The unchecked use of Procrit, Epogen, and Aranesp began to unravel in May 2006, when a research review by the U.S. Agency for Healthcare Research and Quality showed that the drugs increased patients' risk of deadly blood clots.

But Lichtenfeld says what really shocked cancer doctors was the FDA's January 2007 release of a "Dear Health Care Professional" letter from Aranesp maker Amgen. The letter informed doctors that cancer patients no longer on chemotherapy but still taking Aranesp appeared to die more often than patients not taking it.

Now the Bennett study confirms this suspicion -- and strongly suggests that it applies to the entire class of ESA drugs.

Whither Procrit, Epogen, Aranesp?

Procrit, Epogen, and Aranesp are top-selling drugs. Until the mid-March FDA panel meeting, it won't be clear exactly how doctors should use the medications.
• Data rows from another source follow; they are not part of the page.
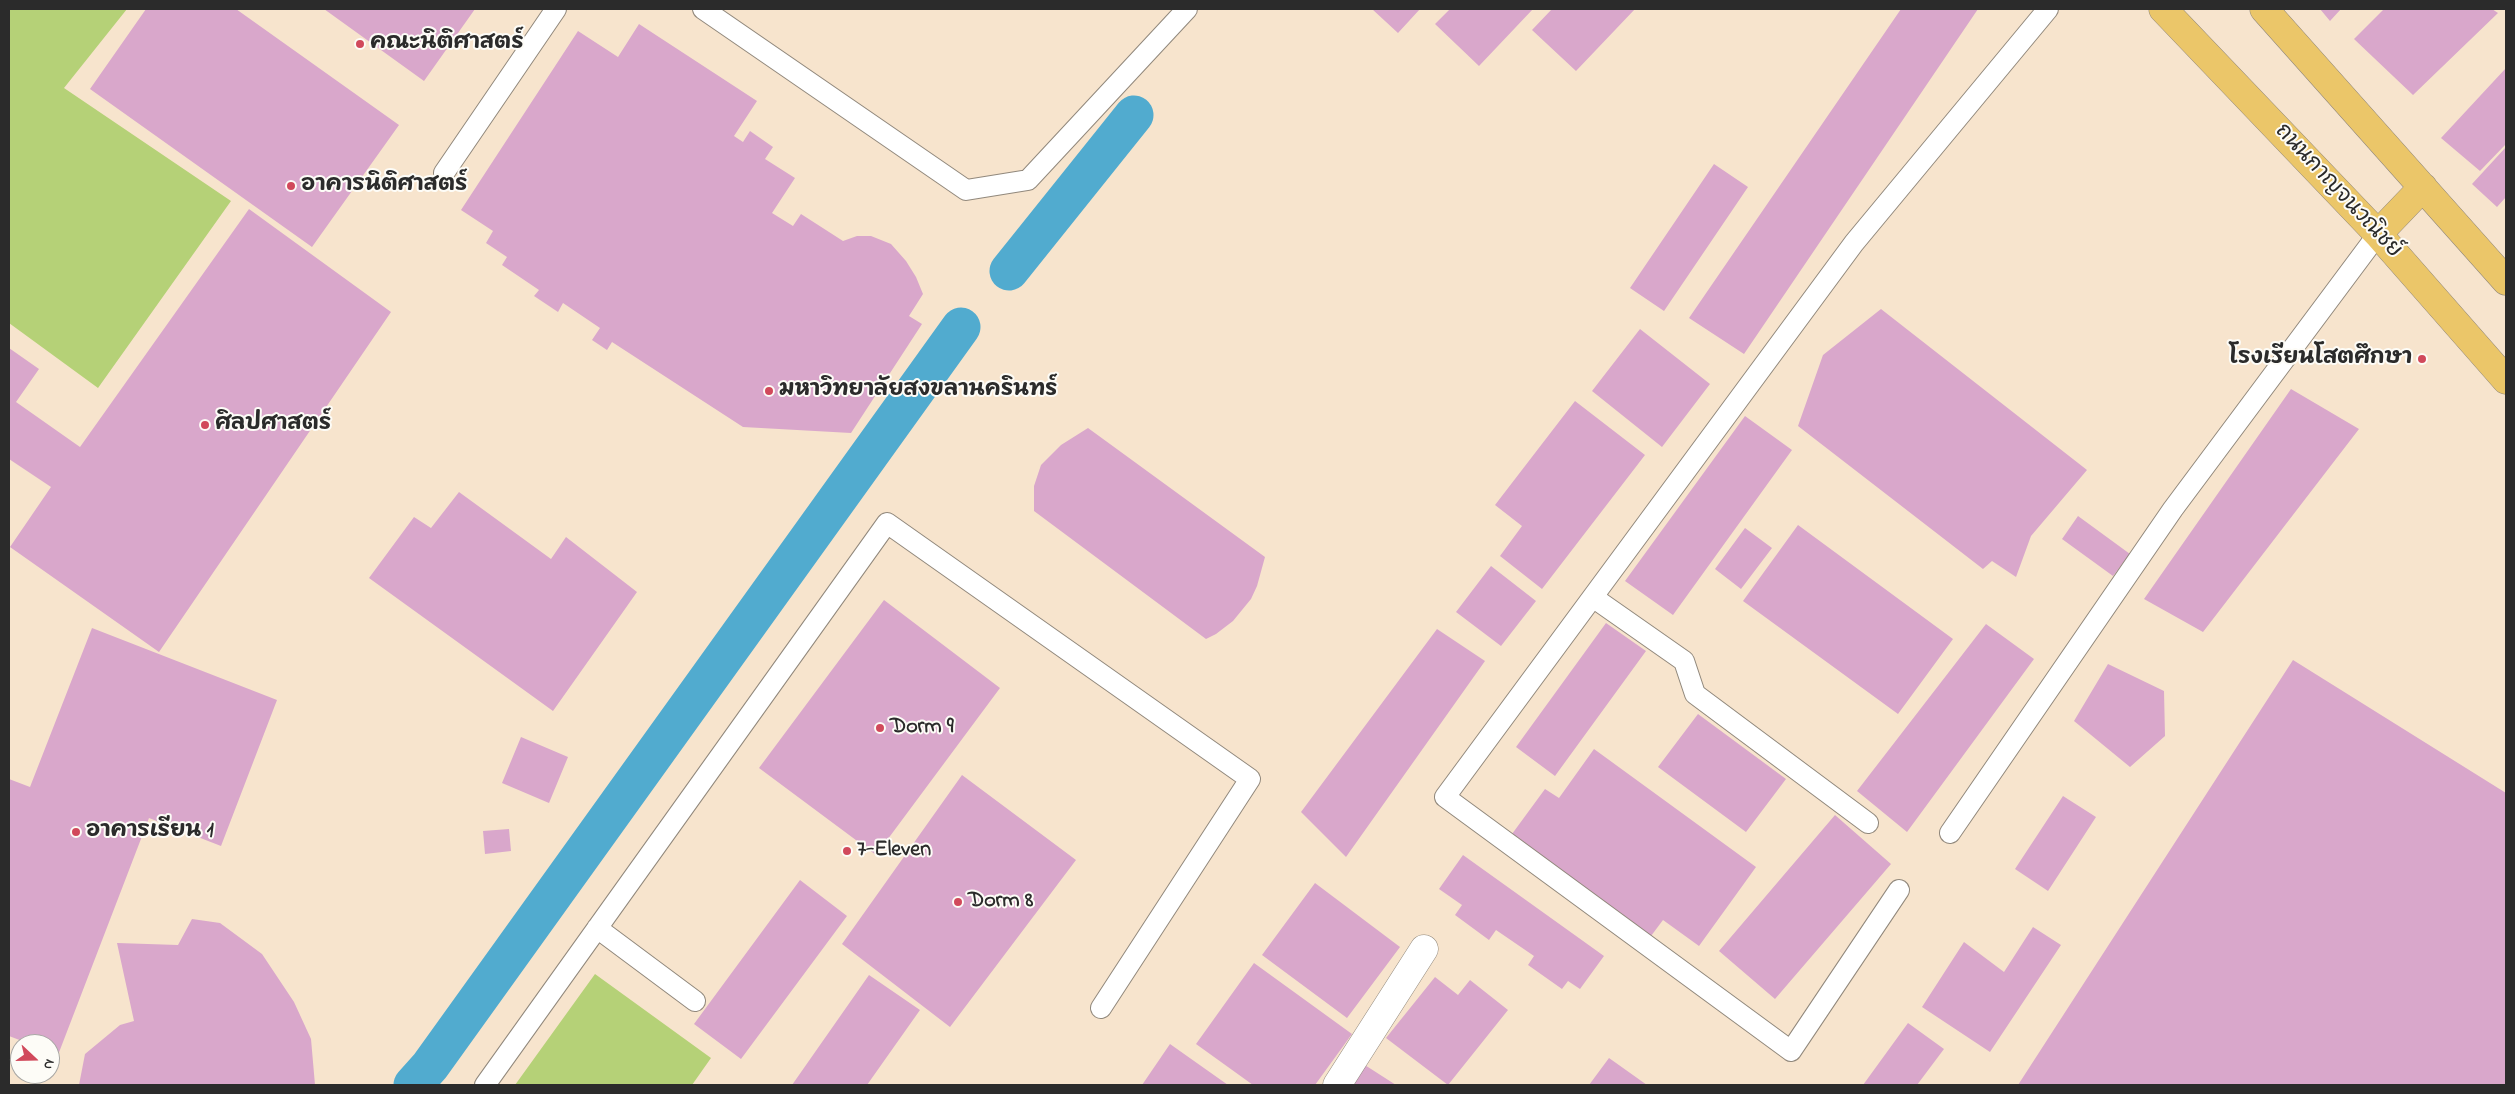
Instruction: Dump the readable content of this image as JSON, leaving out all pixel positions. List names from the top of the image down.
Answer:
{
  "streets": {
    "main road": ["ถนนกาญจนวณิชย์"]
  },
  "places": [
    "คณะนิติศาสตร์",
    "อาคารนิติศาสตร์",
    "โรงเรียนโสตศึกษา",
    "มหาวิทยาลัยสงขลานครินทร์",
    "ศิลปศาสตร์",
    "Dorm 9",
    "อาคารเรียน 1",
    "7-Eleven",
    "Dorm 8"
  ],
  "north": "right"
}
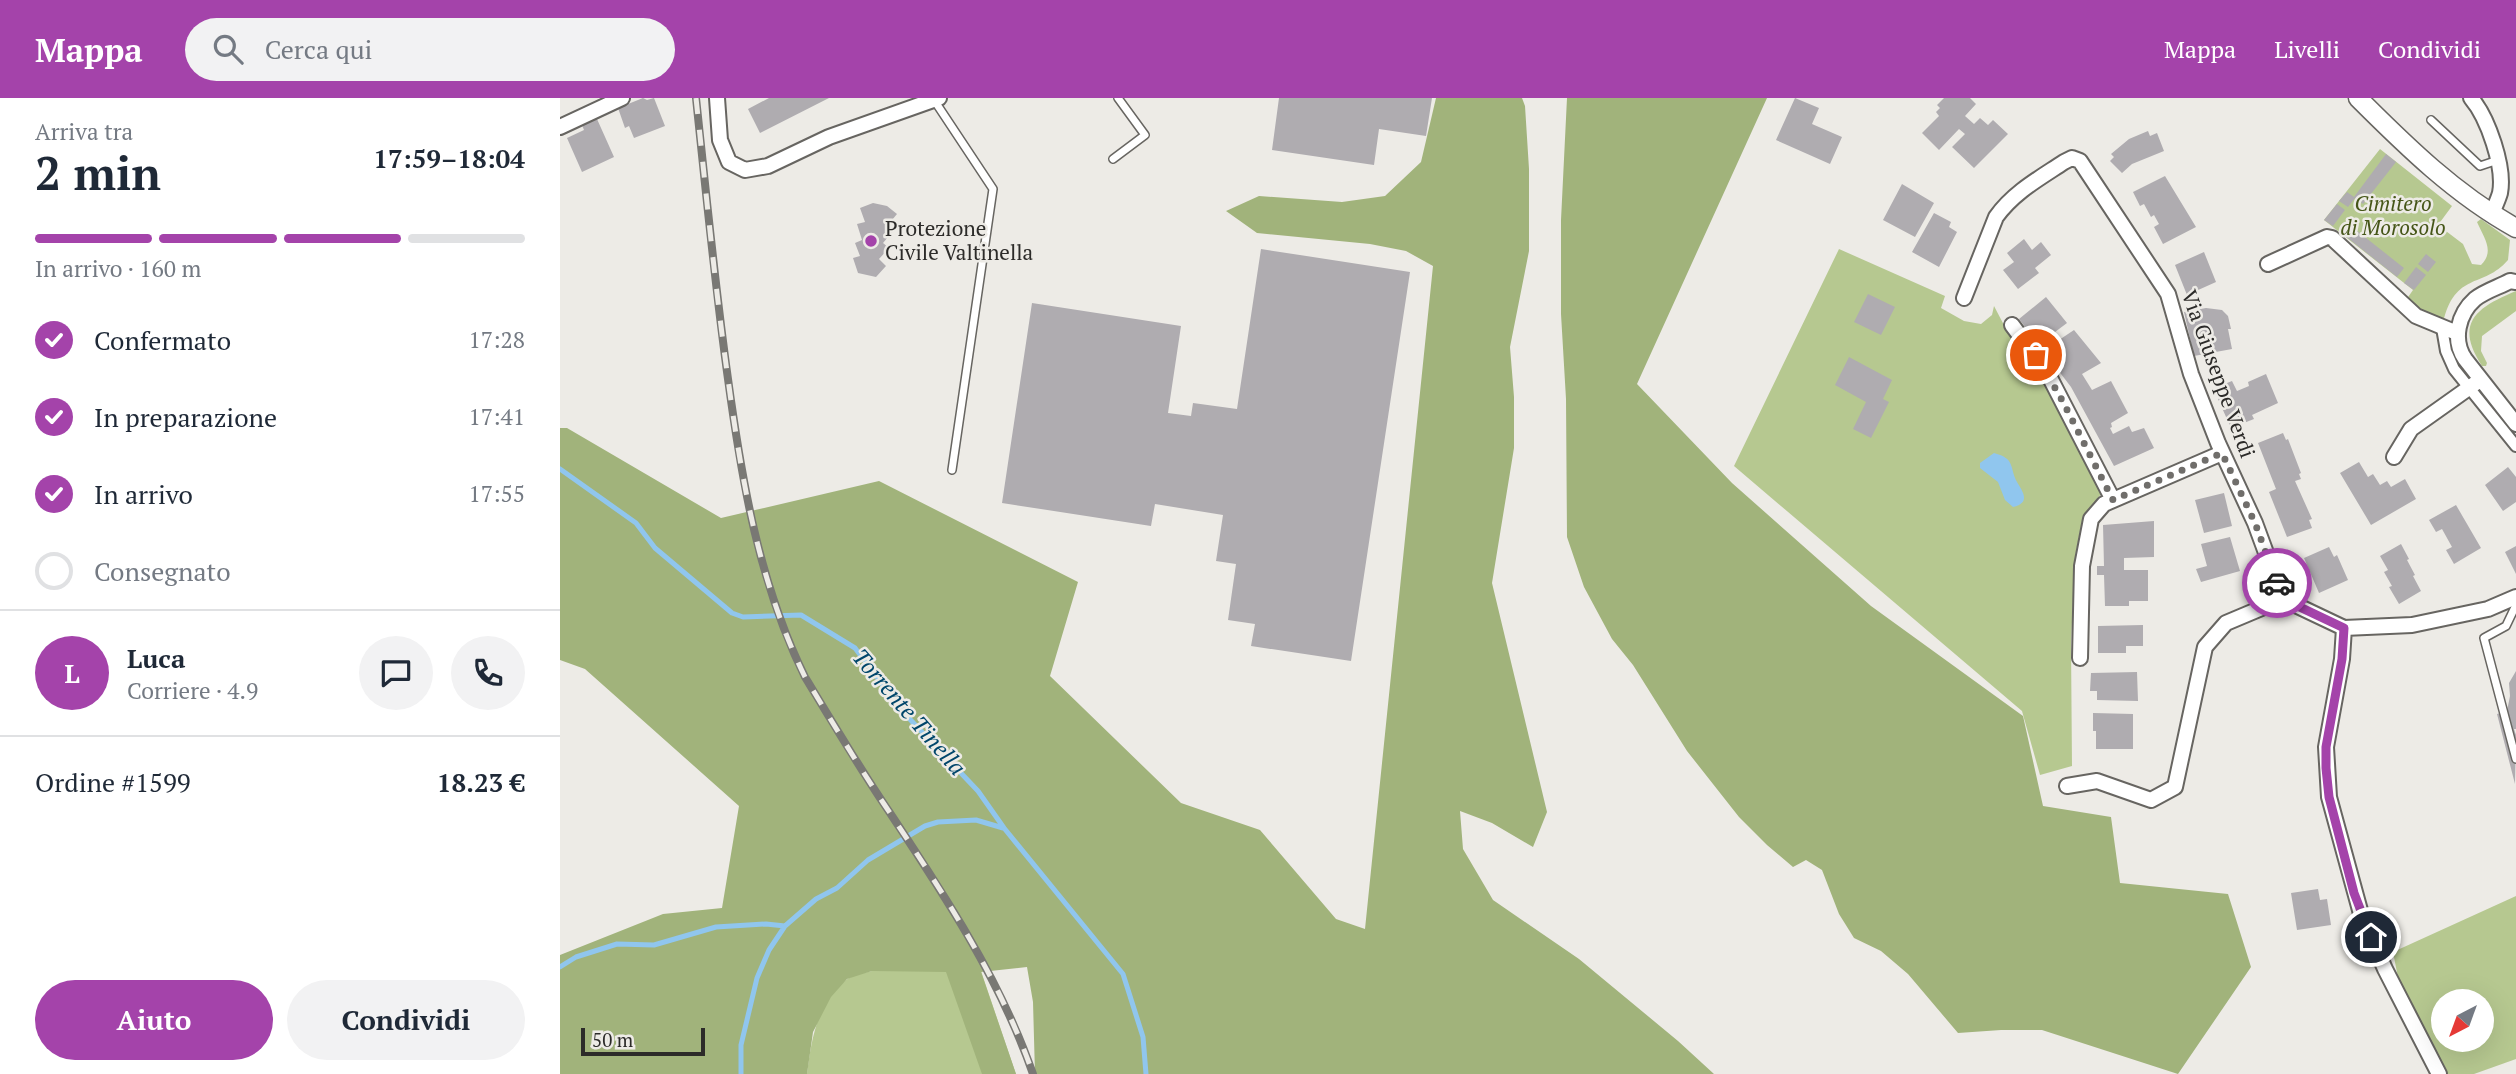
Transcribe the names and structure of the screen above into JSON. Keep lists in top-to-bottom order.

"This is like the HRT [hormone replacement therapy] story," Lichtenfeld says. "Several years ago, research suggested HRT had significant side effects and not as much benefit as thought. The pendulum swung from very many women using HRT to very few women using HRT. But now a balance has been achieved, where there is not so much HRT use as in the past, but still a major if limited role for the treatment. With ESAs, we will come to a similar conclusion. But for now, use will be very conservative."

Lai says Procrit, Epogen, and Aranesp have complex effects on tumors -- effects that are not yet fully known. The drugs seem to have different effects on different tumors.

"I don't think these drugs have a huge overall effect on tumor progression, but they definitely do make a contribution to the disease," he says. "The size of that contribution still needs to be completely understood."

Lai worries that while researchers figure this out, oncologists -- and their patients -- will be denied a useful class of drugs.